Because the labor contract between Ms. He and company D was resolved on October 31, 2016, Ms. He requested to confirm that the company D was illegal to lift the labor contract, and the company D’s proposition to restore her work.According to the basis, the court of first instance does not support it.The labor contract between Ms. He and company D was lifted on October 31, 2016. Therefore, Ms. He requested Company D to pay her wages from November November to November 2016, and it was not improper without support in the first instance.

In summary, Ms. He’s appeal request cannot be established and should be rejected.

【Xiaobian has something】

Regardless of whether or not it belongs to the third phase of the employee, the preview of the right to terminate belongs to the right to form.

Labor contract termination of sub -negotiations, unilateral lifting of workers, and unilateral lifting of employers.To evaluate whether the termination of the labor contract is illegal, we need to determine the type of labor contract termination.

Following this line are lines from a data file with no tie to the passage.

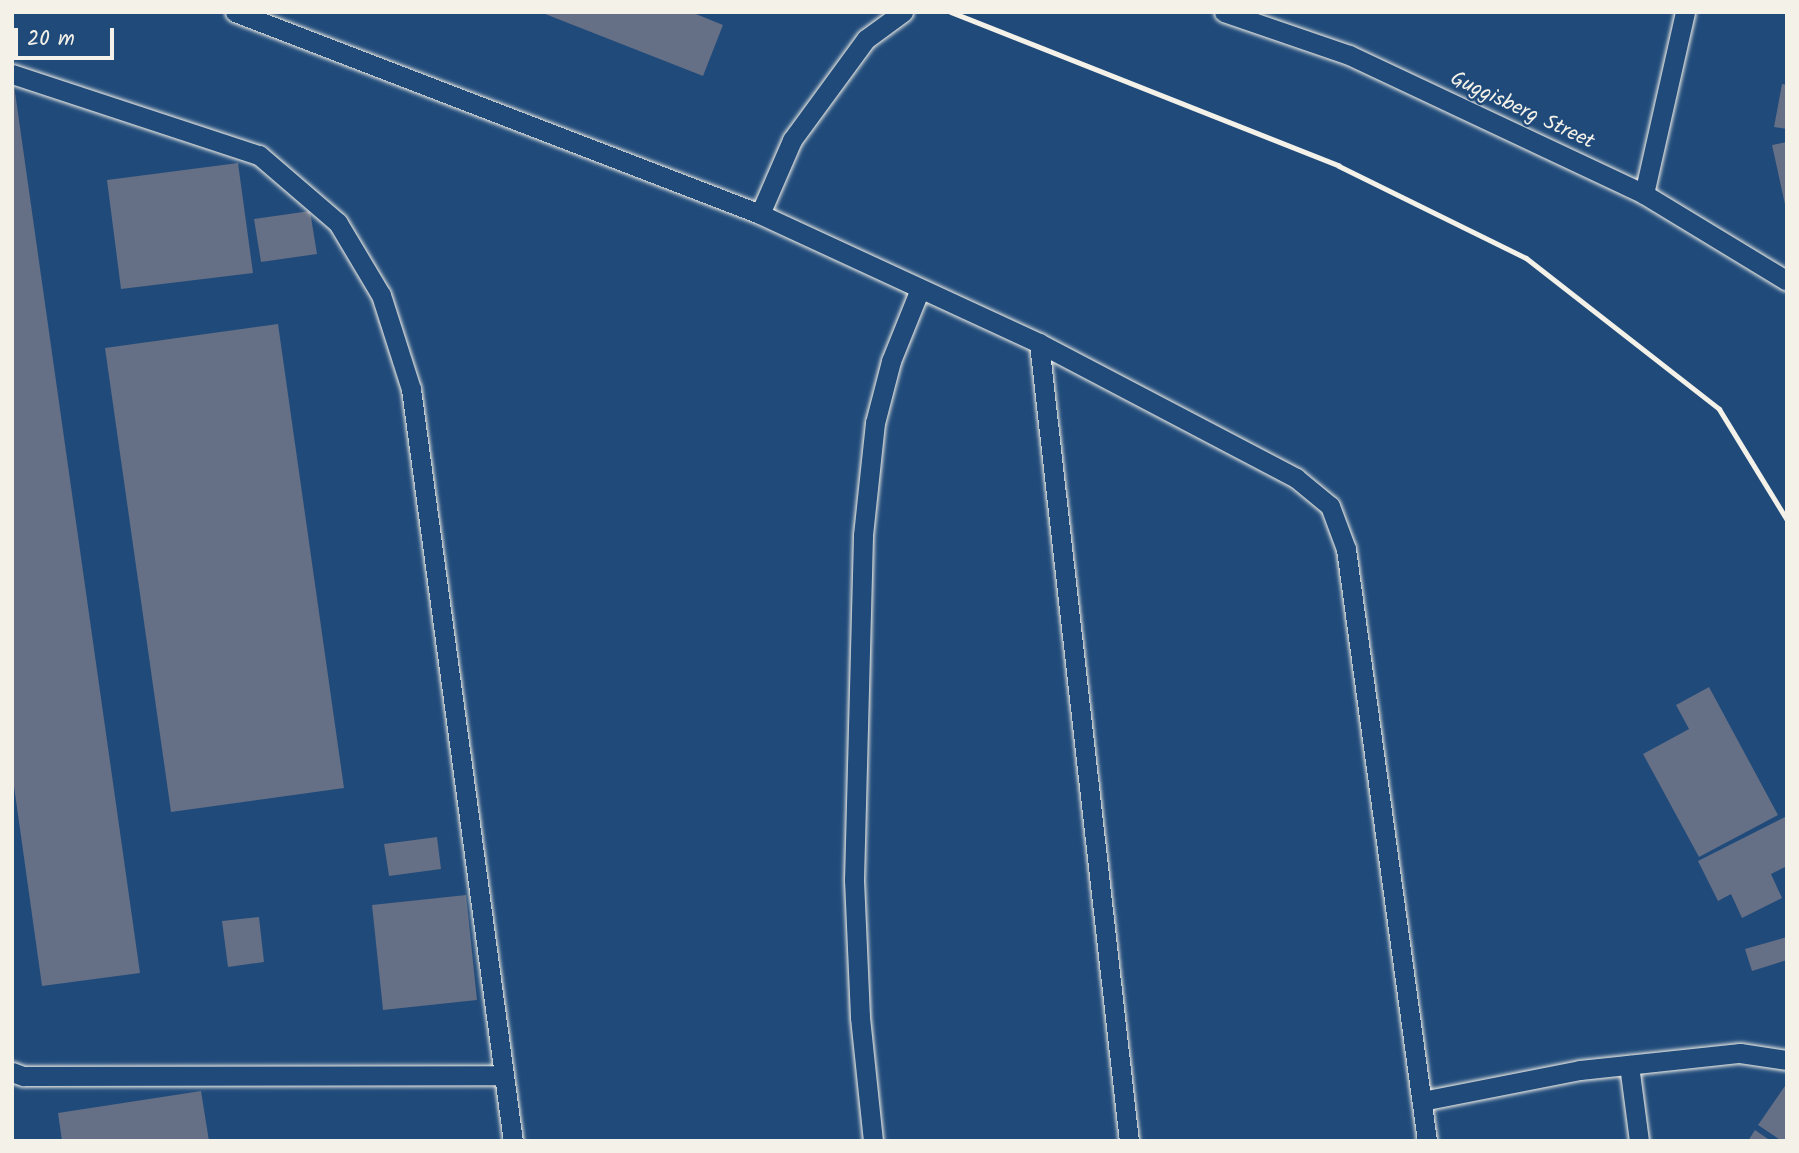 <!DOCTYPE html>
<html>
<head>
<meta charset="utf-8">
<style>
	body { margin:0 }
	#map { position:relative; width:1799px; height:1153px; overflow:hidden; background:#1f4a7a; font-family:Kalam,sans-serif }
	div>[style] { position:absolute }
	.building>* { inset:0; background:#656f85 }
	.roads { filter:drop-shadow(0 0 2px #f4f1e8) drop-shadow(0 0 2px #f4f1e8) }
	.lane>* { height:19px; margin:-9.5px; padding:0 9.5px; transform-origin:9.5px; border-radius:9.5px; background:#1f4a7a }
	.rail>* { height:5px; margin:-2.5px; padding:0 2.5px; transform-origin:2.5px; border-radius:2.5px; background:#f4f1e8 }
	span { translate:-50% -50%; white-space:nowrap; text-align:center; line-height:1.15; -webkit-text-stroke:5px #1f4a7a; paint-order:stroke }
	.street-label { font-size:21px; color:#f4f1e8 }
	.frame { position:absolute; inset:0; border:14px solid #f4f1e8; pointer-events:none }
	.scale { position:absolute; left:14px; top:28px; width:100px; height:32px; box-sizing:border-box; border:4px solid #f4f1e8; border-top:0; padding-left:9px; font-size:21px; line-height:24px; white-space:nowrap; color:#f4f1e8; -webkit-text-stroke:5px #1f4a7a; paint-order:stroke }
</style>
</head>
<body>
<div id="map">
	<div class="building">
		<div style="clip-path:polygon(540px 12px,691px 12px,723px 25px,703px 76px)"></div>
		<div style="clip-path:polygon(1782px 84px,1787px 85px,1787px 129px,1774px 127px)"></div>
		<div style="clip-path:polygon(14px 85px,140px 973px,42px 986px,12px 772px)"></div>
		<div style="clip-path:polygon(1787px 142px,1787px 209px,1786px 209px,1772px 145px)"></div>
		<div style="clip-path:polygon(238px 163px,253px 273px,121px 289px,107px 180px)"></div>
		<div style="clip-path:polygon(310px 211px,317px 254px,261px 262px,254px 219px)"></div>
		<div style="clip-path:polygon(278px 324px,344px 788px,171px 812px,105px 348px)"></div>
		<div style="clip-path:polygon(1709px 687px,1778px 815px,1699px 857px,1643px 754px,1689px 729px,1676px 705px)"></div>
		<div style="clip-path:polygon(1787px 816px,1787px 866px,1771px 874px,1782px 898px,1742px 918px,1731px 894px,1718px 901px,1698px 861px)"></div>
		<div style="clip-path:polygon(437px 837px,441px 869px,389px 876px,384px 844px)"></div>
		<div style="clip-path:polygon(466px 895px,477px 1000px,383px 1010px,372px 905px)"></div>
		<div style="clip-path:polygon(259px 917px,264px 962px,228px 967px,222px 921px)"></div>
		<div style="clip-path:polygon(1787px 937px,1787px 960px,1752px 971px,1745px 949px)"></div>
		<div style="clip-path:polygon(1787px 1083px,1787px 1141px,1782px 1141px,1758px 1125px)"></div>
		<div style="clip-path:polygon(201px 1091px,209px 1141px,62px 1141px,58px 1113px)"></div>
		<div style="clip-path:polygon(1755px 1130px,1771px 1141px,1748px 1141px)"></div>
	</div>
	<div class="roads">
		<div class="lane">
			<div style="left:235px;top:12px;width:563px;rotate:21.04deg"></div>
			<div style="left:760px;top:214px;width:307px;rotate:24.8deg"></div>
			<div style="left:1039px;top:343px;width:290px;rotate:27.7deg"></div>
			<div style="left:1296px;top:478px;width:44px;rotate:39.5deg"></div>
			<div style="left:1330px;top:506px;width:46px;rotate:69.6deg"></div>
			<div style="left:1346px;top:549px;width:598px;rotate:82.21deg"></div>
			<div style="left:1224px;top:12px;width:132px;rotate:19deg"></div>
			<div style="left:1349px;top:55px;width:326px;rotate:25.2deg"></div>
			<div style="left:1644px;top:194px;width:167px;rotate:31.3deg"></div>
			<div style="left:12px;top:74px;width:260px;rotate:18.2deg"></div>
			<div style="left:259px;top:155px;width:104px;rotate:40.7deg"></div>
			<div style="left:338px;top:223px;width:84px;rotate:59.2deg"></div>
			<div style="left:381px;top:295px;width:99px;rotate:72.3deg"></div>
			<div style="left:411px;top:389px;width:759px;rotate:82.28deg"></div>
			<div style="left:1644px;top:194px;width:187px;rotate:-77.3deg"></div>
			<div style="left:760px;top:214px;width:81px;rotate:-66.6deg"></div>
			<div style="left:792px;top:140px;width:125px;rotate:-53.8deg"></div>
			<div style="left:866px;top:39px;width:46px;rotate:-36.1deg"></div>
			<div style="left:1039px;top:343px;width:803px;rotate:83.57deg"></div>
			<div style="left:1629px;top:1065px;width:77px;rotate:82.5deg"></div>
			<div style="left:12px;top:1072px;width:12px;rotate:20deg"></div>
			<div style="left:23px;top:1076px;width:481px;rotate:-0.1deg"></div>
			<div style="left:1422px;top:1101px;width:161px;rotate:-11.1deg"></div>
			<div style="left:1580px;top:1070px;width:161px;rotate:-6.1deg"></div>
			<div style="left:1740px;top:1053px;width:48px;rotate:8.5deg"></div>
			<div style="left:873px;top:1141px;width:125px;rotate:-96deg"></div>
			<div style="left:860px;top:1017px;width:137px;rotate:-92.5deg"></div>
			<div style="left:854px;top:880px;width:345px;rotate:-88.5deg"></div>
			<div style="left:863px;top:535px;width:113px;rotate:-83.9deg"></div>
			<div style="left:875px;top:423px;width:64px;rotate:-75.5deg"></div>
			<div style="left:891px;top:361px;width:78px;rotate:-68.1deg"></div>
		</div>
	</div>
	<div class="rail">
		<div style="left:951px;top:12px;width:417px;rotate:21.6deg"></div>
		<div style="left:1339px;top:166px;width:208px;rotate:26.2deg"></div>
		<div style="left:1526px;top:258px;width:245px;rotate:38deg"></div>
		<div style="left:1719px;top:409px;width:130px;rotate:58.5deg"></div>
	</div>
	<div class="street-label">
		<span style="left:1522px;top:111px;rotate:25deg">Guggisberg Street</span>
	</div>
	<div class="frame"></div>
	<div class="scale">20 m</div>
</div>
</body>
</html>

From the perspective of this case, employees have submitted an application for resignation and clarified to leave on October 31. It belongs to the "Labor Contract Law of the People’s Republic of China" in Article 37 of the Law of the People’s Republic of China.The unit makes an intention to agree that the right to terminate the workers belongs to the right to form. Once the meaning of the termination is reached, the legal effect occurs.

The foresee of the workers is different from Article 36 of the Labor Contract Law of the People’s Republic of China. Article 36 of the Labor Contract Law of the People’s Republic of China is whether it needs to be promised to be promised to be loliched by the party or employer.That is to achieve the purpose of lift the labor contract, the offer can be withdrawn before or at the time of the other party, or it can be revoked before the other party makes a commitment; and the right to form a unilateral means that the other party will have the effect.The meaning of the withdrawal of rights can be withdrawn before or at the time of the other party, but it must not be revoked.

Moreover, its leadership in this case has responded to the meaning of "approval" that day.

Reference reading (1): Employees actively resigned.

Reference reading (2): Is there any compensation for this situation?After the employee’s impulse resigned, he asked to withdraw, and the company refused!

Reference reading (3): After the employee had a resignation report, he cheated back and torn back. Court: It is useless to tear and resign!

Reference Reading (4): After the resignation application, it only withdrawn from two days to withdraw, and employees claim more than 300,000 yuan to the company!

Reference reading (5): After the employee submits the resignation letter, it is torn again. The Arbitration Commission: It is deemed to be withdrawn!Intermediate Court: I can’t stand it anymore!

Reference reading (6): The resignation of the workers belongs to the right to form. After the departure application is issued, the withdrawal is withdrawn, and the cancellation is invalid!